Instructions to follow »
The answer must be every record below, reproduced exactly.

Collected data entries »
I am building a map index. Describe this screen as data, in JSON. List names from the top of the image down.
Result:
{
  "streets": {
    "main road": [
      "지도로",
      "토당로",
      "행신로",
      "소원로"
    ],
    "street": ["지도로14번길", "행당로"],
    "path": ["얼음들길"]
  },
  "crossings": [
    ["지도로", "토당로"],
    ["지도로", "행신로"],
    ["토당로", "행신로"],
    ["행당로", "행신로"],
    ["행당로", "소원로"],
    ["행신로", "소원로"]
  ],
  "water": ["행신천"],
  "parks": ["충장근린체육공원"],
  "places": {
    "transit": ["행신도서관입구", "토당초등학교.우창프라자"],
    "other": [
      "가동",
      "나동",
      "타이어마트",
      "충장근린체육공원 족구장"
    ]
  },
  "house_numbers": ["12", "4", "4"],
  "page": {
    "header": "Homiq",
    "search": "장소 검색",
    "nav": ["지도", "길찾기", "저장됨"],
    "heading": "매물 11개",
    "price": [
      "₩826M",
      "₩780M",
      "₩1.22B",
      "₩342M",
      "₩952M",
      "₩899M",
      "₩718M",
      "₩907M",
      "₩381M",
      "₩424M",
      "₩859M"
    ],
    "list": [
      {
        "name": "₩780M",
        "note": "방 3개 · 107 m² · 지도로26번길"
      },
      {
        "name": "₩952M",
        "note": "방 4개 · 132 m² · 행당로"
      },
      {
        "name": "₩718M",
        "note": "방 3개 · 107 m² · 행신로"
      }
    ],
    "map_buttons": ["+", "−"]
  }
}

Solved problem »
I am building a map index. Describe this screen as data, in JSON. List names from the top of the image down.
Result:
{
  "streets": {
    "main road": [
      "지도로",
      "토당로",
      "행신로",
      "소원로"
    ],
    "street": ["지도로14번길", "행당로"],
    "path": ["얼음들길"]
  },
  "crossings": [
    ["지도로", "토당로"],
    ["지도로", "행신로"],
    ["토당로", "행신로"],
    ["행당로", "행신로"],
    ["행당로", "소원로"],
    ["행신로", "소원로"]
  ],
  "water": ["행신천"],
  "parks": ["충장근린체육공원"],
  "places": {
    "transit": ["행신도서관입구", "토당초등학교.우창프라자"],
    "other": [
      "가동",
      "나동",
      "타이어마트",
      "충장근린체육공원 족구장"
    ]
  },
  "house_numbers": ["12", "4", "4"],
  "page": {
    "header": "Homiq",
    "search": "장소 검색",
    "nav": ["지도", "길찾기", "저장됨"],
    "heading": "매물 11개",
    "price": [
      "₩826M",
      "₩780M",
      "₩1.22B",
      "₩342M",
      "₩952M",
      "₩899M",
      "₩718M",
      "₩907M",
      "₩381M",
      "₩424M",
      "₩859M"
    ],
    "list": [
      {
        "name": "₩780M",
        "note": "방 3개 · 107 m² · 지도로26번길"
      },
      {
        "name": "₩952M",
        "note": "방 4개 · 132 m² · 행당로"
      },
      {
        "name": "₩718M",
        "note": "방 3개 · 107 m² · 행신로"
      }
    ],
    "map_buttons": ["+", "−"]
  }
}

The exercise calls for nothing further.